■ **WHAT IS REQUIRED**: Provide only the number of lines in the records below that contain "JSON".

■ **PROVIDED RECORDS**:
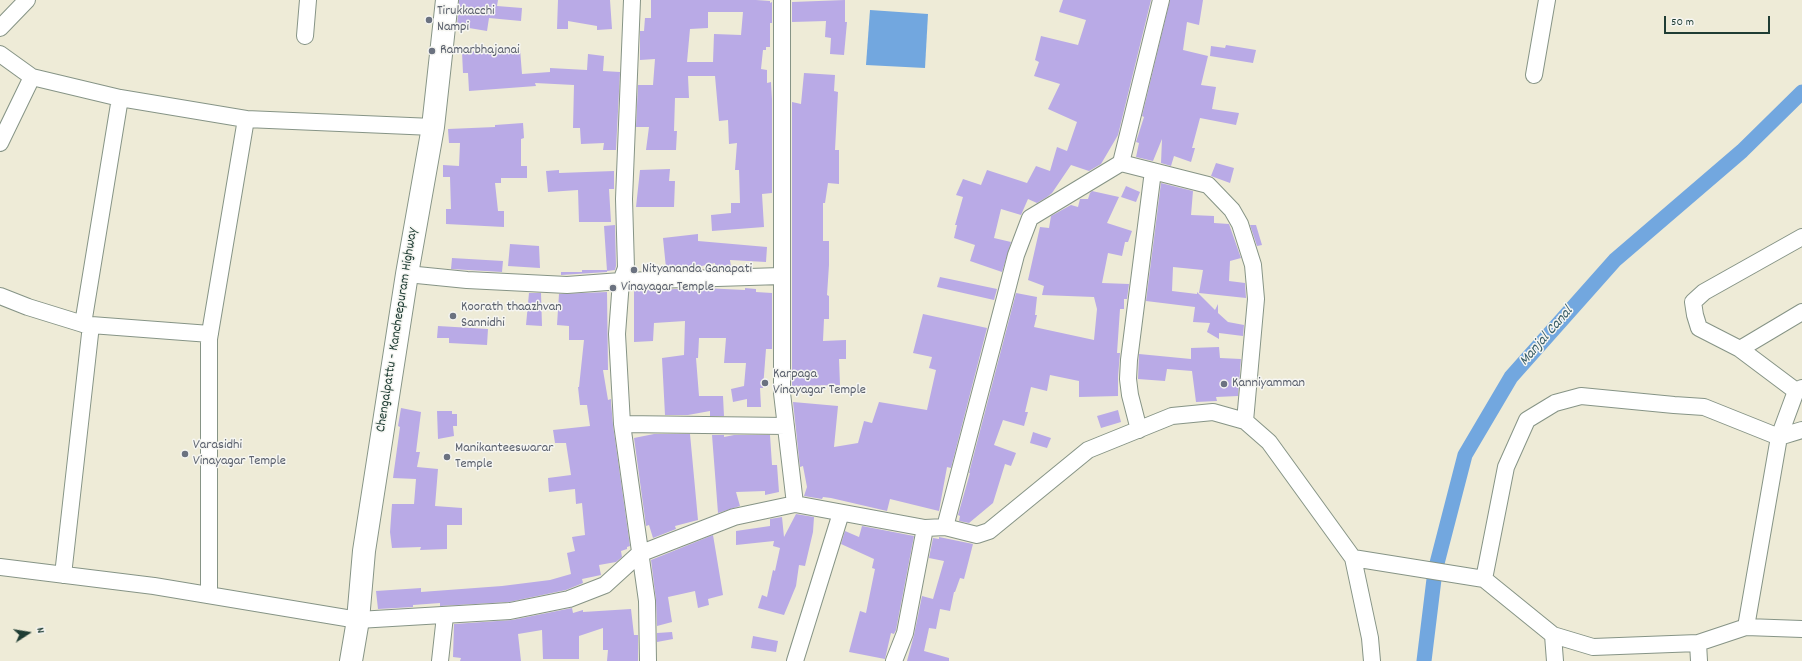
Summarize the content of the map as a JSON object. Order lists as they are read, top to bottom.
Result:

---

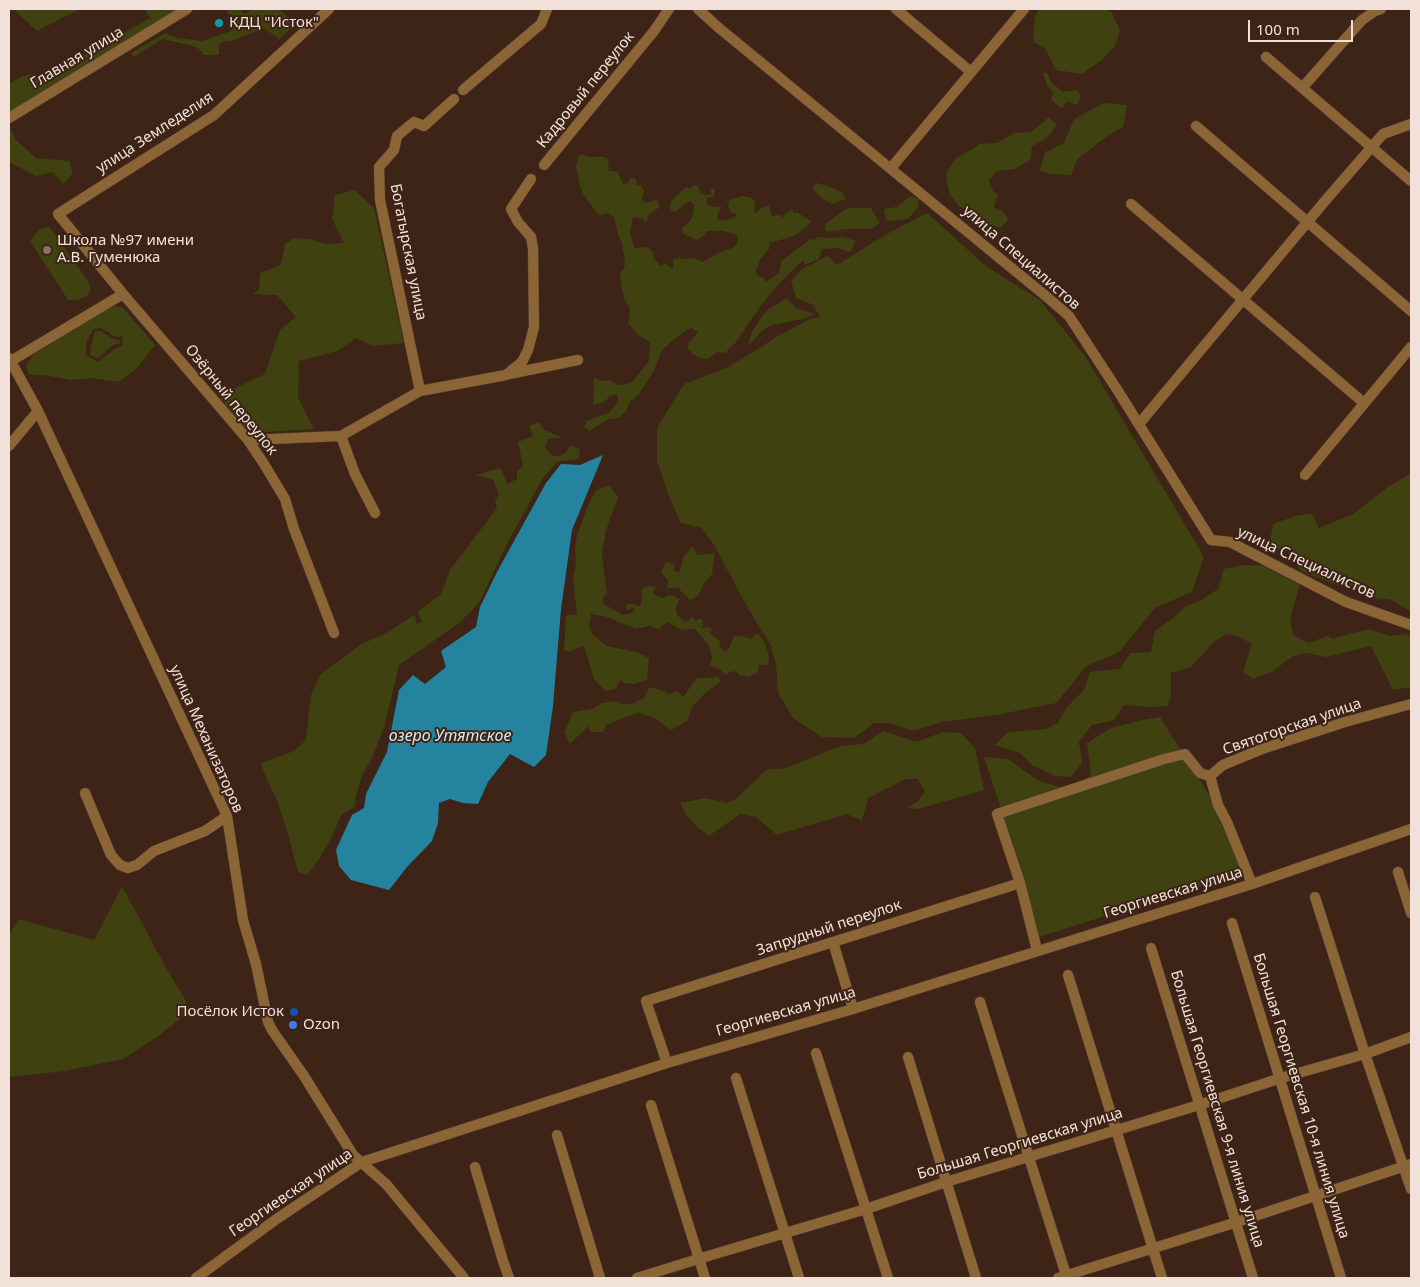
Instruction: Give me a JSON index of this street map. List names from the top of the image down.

■ **ANSWER SPACE**: 2